It Won’t Be a Landslide Anymore…and That’s a Problem

Joe Biden’s belated decision not to seek reelection has turned the Democratic prospect of almost certain defeat in November into one where victory seems at least possible. Not probable — given the abruptness of the anointment of Kamala Harris as the party’s standard bearer, the policy baggage she carries, and American voters’ proven reluctance to elect a woman as head of state — but at least possible.

Many wayward ducks still have to fall into line, including her picking a running mate who can secure desperately needed electoral votes — which argues forcefully for Pennsylvania’s Josh Shapiro — and Team Trump continuing to whale away with the racist, misogynistic attacks that tend to alienate suburban women and independent voters. But in the end, assuming Harris can project an even-keeled persona and not overdo the progressive policy schtick that might be her gut inclination, the Trump-Harris matchup will be a much closer call this November than Trump-Biden would have been.

And that’s a problem.

Until Biden stepped aside, it seemed as though the Democratic Party had cynically decided to throw in the towel and concede the presidency to Trump, let him have his last four years, let the country get sick of him all over again, clear the decks of all the octogenarians, and reset for 2028 with a fresh set of faces and a careful, competitive primary season that would result in a near-sure winner. And after the attempted assassination, where Trump cannily seized the opportunity to play martyr as well as cult leader, I for one was preparing to accept this dismally pragmatic outcome, even though some of us literally don’t have the time for four more years in Trumpland.

But there was another, less mentionable consolation to the prospect of a Trump landslide: it would mean we wouldn’t have to endure, again, the attempted usurpation of the will of the people that followed the 2020 election. We could have foregone the authoritarian tantrums and endless guerrilla lawfare that led up to and followed January 6, 2021. We wouldn’t have had to witness for a second time the sickening spectacle of a supreme narcissist and his lackeys working hard to subvert the federal, state, and local mechanisms through which we act out our form of democracy.

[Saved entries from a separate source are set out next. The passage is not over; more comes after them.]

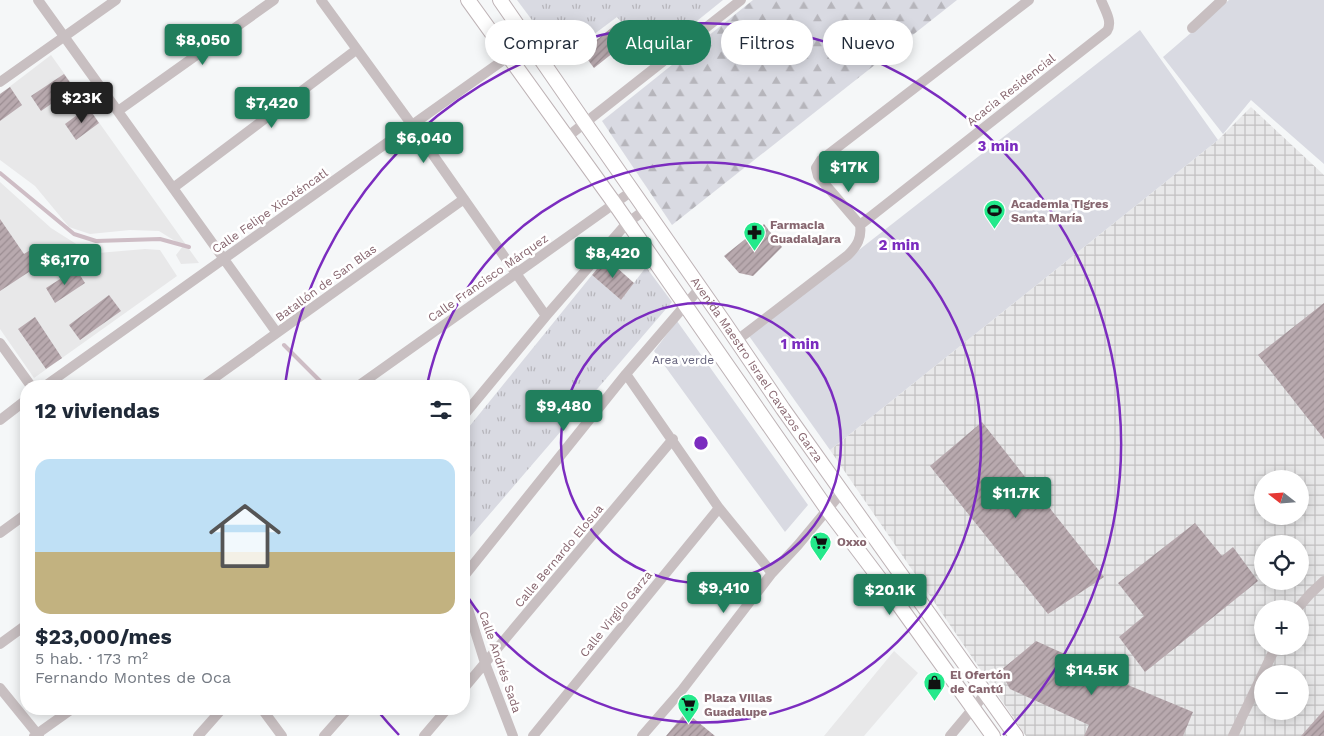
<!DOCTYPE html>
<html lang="es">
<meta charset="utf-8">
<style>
:root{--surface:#fff;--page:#f6f6f7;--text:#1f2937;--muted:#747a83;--line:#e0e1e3;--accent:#217f5d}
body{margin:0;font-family:"Work Sans",sans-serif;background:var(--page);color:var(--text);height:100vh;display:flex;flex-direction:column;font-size:19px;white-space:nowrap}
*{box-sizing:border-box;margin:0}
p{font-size:16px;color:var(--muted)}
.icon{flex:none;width:28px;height:28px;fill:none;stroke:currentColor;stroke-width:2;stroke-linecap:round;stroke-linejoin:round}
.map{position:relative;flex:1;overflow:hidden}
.sheet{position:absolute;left:20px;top:380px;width:450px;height:335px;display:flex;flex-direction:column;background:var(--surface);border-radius:20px;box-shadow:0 2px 12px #0003}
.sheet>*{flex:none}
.guide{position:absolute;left:485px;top:20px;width:475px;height:45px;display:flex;gap:10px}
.needle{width:32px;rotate:287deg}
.tools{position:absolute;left:1254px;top:470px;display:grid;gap:10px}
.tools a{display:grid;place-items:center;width:55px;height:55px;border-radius:50%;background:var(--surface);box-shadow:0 2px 12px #0003;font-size:25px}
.price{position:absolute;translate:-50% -42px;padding:0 11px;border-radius:5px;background:var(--accent);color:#fff;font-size:16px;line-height:32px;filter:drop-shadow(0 1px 2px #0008)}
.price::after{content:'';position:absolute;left:50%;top:30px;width:15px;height:11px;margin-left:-8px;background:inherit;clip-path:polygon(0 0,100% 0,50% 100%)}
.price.current{background:#222;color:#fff}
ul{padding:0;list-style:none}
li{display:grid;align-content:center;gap:10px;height:265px;padding:0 15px}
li+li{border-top:1px solid var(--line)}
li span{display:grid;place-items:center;height:155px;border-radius:15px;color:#555}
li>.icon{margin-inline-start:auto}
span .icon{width:90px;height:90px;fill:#fffc;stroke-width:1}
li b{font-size:21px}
h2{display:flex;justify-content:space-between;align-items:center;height:60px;padding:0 15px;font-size:21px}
.tag{padding:0 18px;border-radius:22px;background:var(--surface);box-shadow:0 2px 12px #0003;font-size:18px;line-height:45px}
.tag.current{background:var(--accent);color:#fff}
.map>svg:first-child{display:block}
.built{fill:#e8e8e9}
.industrial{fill:url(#industrial-grid);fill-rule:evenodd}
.grass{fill:url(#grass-tufts)}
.forest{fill:url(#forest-firs)}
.park{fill:#d9dae2}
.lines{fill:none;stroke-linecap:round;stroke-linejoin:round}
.stream{stroke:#cebdc5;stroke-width:4}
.building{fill:url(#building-hatch)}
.secondary-casing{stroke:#beb3b6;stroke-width:16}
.minor{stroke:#c8bfc1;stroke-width:10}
.secondary{stroke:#fff;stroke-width:14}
.ring{fill:none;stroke:#7b2cbf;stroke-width:2.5}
.labels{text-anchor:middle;stroke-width:5;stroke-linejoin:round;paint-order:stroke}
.street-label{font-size:12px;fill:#87666f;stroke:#fff}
.poi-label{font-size:12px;font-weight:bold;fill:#87666f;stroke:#fff;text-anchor:start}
.park-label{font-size:12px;fill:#67657e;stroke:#fff}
.centre{fill:#7b2cbf;stroke:#fff;stroke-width:2.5}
.ring-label{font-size:15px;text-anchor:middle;font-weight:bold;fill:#7b2cbf;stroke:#fff;stroke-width:5;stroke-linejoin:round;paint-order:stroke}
</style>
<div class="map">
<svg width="1324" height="736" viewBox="0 0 1324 736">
<defs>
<pattern id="industrial-grid" width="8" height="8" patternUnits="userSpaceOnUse" patternTransform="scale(1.25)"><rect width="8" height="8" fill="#e8e8e9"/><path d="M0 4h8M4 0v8" fill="none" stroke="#c2c0c1"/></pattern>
<pattern id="grass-tufts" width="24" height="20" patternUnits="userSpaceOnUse" patternTransform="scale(1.25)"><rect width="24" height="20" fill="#d9dae2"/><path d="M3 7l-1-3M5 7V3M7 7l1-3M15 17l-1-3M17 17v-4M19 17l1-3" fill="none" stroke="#b6b5bb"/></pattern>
<pattern id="forest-firs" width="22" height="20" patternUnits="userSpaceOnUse" patternTransform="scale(1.25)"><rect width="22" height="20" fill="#d9dae2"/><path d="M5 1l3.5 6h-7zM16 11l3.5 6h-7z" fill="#b6b5bb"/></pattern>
<pattern id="building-hatch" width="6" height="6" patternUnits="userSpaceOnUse" patternTransform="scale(1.25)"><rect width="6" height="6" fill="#b8a9ae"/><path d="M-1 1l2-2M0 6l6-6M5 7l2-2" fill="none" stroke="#9b8d92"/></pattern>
</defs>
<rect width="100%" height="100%" fill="#f5f7f8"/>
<path class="built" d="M51,55l148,208 -18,1 -5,-9 7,-9 -24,-15 -29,-1 -40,4 -21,-7 -34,-41 -35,-26v-66z
M0,182l51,46 30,19 17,6 47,-4 15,1 17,26 -143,102 -34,-49z
M894,651l24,22 -54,63h-40z"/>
<path class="industrial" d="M1251,107l73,68v561h-298l-196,-286 388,-310zM1262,479h38v37h-38zM1262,544h38v37h-38zM1262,609h38v37h-38zM1262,674h38v37h-38z"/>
<path class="grass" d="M517,0h206l-72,58 -34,-41 -56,42z
M646,267l26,35 -208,242v-111l128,-158 29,25z"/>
<path class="forest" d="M753,0h204l-285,225 -70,-104z"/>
<path class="park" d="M1229,0h95v164l-73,-64 -28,34 -60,-77z
M1140,30l78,110 -388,310 -81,-114z
M677,321l131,184 -23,27 -131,-181z"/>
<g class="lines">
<path class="stream" d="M0,173l74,61 22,7 64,-2 29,8
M284,345l41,41"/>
</g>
<path class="building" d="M616,24l12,17 -34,27 -12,-16z
M64,74l10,14 -33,23 -10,-15z
M10,87l12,18 -22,16v-27z
M88,107l11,16 -23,17 -11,-16z
M0,219l24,35 8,-5 9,15 -41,27z
M764,224l18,23 -29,29 -14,-3 -15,-17z
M606,258l28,25 -13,17 -29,-25z
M76,269l9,14 -30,20 -9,-15z
M109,295l12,16 -41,29 -11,-15z
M1324,303v136l-66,-84z
M35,317l27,41 -16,11 -28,-40z
M982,422l122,155 -56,37 -118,-148z
M1195,523l27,33 11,-9 25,34 -113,91 -26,-35 25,-21 -26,-33z
M1036,641l64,29 -1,3 94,39 -10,24h-99l5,-11 -79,-36 -10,-18z
M1324,710v26h-23z
M686,712l29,24h-49z"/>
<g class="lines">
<defs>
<g id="secondary">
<path d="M468,0l147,204 212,305 59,78 107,149"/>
<path id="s1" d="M500,0l85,123 139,199 59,87 233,327"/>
</g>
</defs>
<use href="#secondary" class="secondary-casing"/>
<path class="minor" d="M38,0l239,333
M321,0l91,125 134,191
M1192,28l30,-28
M0,82l116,-82
M118,111l156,-111
M567,137l174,-137
M173,188l183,-138
M860,225l247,-194c6,-9 -2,-21 -6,-31
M736,341l112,-86c9,-9 14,-17 12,-30l-42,-49 -2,-8 5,-8 208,-160
M0,343l31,43
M626,374l93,134 53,65
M45,386l464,-330
M203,386l261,-187
M358,386l274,-195
M464,415l82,-99 81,-93 18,-13
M0,420l26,-20
M0,533l26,-19
M464,576l162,-202 74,-86
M464,596l21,67 28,73
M1297,609l13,-15 14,-13
M0,644l26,-19
M0,688l39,48
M464,688l209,-249
M262,709l20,27
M34,736l38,-27
M198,736l24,-27
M324,736l24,-27
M424,736l23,-27
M533,736l186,-228
M642,736l40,-46 90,-117 26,-28 44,-53
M950,736l36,-43
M1233,736l43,-90"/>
<use href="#secondary" class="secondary"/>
</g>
<g class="ring">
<circle cx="701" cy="443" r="140"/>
<path d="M427 385A280 280 0 1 1 465 593"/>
<path d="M399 735A420 420 0 0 1 377 710M285 385A420 420 0 1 1 1003 735"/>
</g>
<defs>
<symbol id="stadium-pin" viewBox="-11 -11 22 30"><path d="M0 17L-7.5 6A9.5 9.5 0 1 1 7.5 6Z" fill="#24e98b" stroke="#fff"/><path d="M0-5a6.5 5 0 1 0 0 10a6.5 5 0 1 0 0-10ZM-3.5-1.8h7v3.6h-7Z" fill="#111"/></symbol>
<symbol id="pharmacy-pin" viewBox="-11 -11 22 30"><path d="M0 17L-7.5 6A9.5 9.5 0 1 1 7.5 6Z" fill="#24e98b" stroke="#fff"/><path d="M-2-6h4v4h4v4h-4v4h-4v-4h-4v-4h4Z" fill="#111"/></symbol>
<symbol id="supermarket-pin" viewBox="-11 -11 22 30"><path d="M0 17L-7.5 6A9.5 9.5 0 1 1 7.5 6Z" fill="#24e98b" stroke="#fff"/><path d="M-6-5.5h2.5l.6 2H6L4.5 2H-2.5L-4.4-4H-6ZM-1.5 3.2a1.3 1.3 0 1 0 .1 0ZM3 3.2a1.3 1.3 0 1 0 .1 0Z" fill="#111"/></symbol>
<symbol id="shop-pin" viewBox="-11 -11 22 30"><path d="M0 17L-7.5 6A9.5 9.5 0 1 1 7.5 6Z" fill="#24e98b" stroke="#fff"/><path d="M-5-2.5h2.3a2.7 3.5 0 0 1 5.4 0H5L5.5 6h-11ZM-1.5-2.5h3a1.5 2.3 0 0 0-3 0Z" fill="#111"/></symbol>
</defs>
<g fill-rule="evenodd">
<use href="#stadium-pin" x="982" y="198" width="25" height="34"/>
<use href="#pharmacy-pin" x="742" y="220" width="25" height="34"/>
<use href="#supermarket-pin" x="808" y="530" width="25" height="34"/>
<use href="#shop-pin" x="922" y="670" width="25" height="34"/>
<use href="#supermarket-pin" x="676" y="692" width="25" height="34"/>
</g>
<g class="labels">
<g class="street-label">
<text transform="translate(1011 90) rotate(-38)" y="4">Acacia Residencial</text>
<text transform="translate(270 211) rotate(-35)" y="4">Calle Felipe Xicoténcatl</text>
<text transform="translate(488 278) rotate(-35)" y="4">Calle Francisco Márquez</text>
<text transform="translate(326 283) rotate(-36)" y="4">Batallón de San Blas</text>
<text dy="4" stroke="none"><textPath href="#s1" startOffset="450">Avenida Maestro Israel Cavazos Garza</textPath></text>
<text transform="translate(559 556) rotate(-50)" y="4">Calle Bernardo Elosua</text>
<text transform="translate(616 614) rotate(-51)" y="4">Calle Virgilo Garza</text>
<text transform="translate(500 662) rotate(71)" y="4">Calle Andrés Sada</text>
</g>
<g class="poi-label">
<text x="1011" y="208">Academia Tigres<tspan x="1011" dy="14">Santa María</tspan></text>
<text x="770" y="229">Farmacia<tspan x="770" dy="14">Guadalajara</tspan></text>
<text x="837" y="546">Oxxo</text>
<text x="950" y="679">El Ofertón<tspan x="950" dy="14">de Cantú</tspan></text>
<text x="704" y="702">Plaza Villas<tspan x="704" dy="14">Guadalupe</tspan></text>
</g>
<g class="park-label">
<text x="683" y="364">Area verde</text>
</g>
</g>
<circle cx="701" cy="443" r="8" class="centre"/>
<g class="ring-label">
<text x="998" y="151">3 min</text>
<text x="899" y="250">2 min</text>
<text x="800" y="349">1 min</text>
</g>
</svg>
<div class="tools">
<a><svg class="needle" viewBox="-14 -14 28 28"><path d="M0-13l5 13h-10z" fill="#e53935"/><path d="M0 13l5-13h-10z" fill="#747a83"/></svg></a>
<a><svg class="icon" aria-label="locate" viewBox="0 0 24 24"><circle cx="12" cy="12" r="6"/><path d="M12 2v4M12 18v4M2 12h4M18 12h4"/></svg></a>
<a>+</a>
<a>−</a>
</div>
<b class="price" style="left:203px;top:66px">$8,050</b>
<b class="price current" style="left:82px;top:124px">$23K</b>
<b class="price" style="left:272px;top:129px">$7,420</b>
<b class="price" style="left:424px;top:164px">$6,040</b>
<b class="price" style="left:849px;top:193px">$17K</b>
<b class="price" style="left:613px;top:279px">$8,420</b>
<b class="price" style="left:65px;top:286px">$6,170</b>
<b class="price" style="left:564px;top:432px">$9,480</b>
<b class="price" style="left:1016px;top:519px">$11.7K</b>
<b class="price" style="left:724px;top:614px">$9,410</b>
<b class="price" style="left:890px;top:616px">$20.1K</b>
<b class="price" style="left:1092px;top:696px">$14.5K</b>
<div class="guide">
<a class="tag">Comprar</a>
<a class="tag current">Alquilar</a>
<a class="tag">Filtros</a>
<a class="tag">Nuevo</a>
</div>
<section class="sheet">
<h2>12 viviendas<svg class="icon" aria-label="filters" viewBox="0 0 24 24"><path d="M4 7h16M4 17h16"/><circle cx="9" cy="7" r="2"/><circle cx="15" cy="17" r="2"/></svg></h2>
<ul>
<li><span style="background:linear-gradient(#bfe0f5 60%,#c2b280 0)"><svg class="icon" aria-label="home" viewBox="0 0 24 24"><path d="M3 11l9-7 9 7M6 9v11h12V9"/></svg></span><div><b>$23,000/mes</b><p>5 hab. · 173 m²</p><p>Fernando Montes de Oca</p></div></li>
</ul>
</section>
</div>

Was this wish to avoid a repeat of the political thuggery of the last presidential transition just a capitulation to it? In a way it was. But one could also rationalize that maybe Hamilton was right and we really do get the government we deserve, that we need to live through the consequences of our worst political instincts before we can once again rise above them.

As it is, though, we’re unlikely to get off that easy. Of course it will be better to have a closely-contested presidential election than the one we were facing, in which an energized demagogue would have run roughshod over a doddering bureaucrat. But close contests, made more likely by our asinine system of winner-take-all allocations of electoral votes, incentivize the claims of fraud and other vote count disputes that Trump’s minions have had four more years to plan for.

The electoral denialism that followed the 2020 election was just a rehearsal for what we will face if it’s close this time around. Ardent Trump supporters are so outraged that he lost last time, and so appalled at what they see as our country’s accelerating transformation into a woke socialist hellhole, that they believe almost any means to change that end are justified. A return to the boring agenda of adult governance is like withdrawing an addictive drug that they’ll fight to continue to receive. Most of our state legislatures and executive branches are dominated by Republicans, many of whom have either endorsed Trump’s fiction of a stolen election or have concluded that old fashioned democracy doesn’t bode well for them politically, and have enacted laws that make voting more difficult and partisan interference in future elections more likely.

Trump’s lawyers are in hair-trigger litigation mode already, as evidenced by their challenge to the transfer of campaign funds from Biden-Harris to Harris and their complaint to the FEC that Biden’s Oval Office speech regarding his resignation violated the Equal Time Rule. If the electoral vote margin is razor-thin, count on at least one swing-state legislature to try to change their slate of electors in favor of Trump between Election Day and when the electors convene on December 17. Expect lawsuits over rejected ballots, mail-in ballots, and any ballots at all that aren’t for Trump.

And in a country where there are more guns in circulation than people, and we’re encouraged by open-carry and stand-your-ground laws to use them, the prospect for threats and armed violence to achieve political ends is far less preposterous than it should be.

We should be preparing for the worst so that if this election is as close as the last two, we’re not shocked into immobility as we were on that January 6th. Learn, by name and office, who runs elections in your state and locality. Demand that local media begin to monitor those officials’ plans for running the November election, and how they intend to keep voting easy, private, protected, and accurate. Demand that the leaders of your state legislature pledge that there will be no changing of the statutorily prescribed method for appointing presidential electors.

It seems absurd to have to say these things, to prepare for what should be unimaginable. But if we’re to prevent the past from becoming a prelude, we must.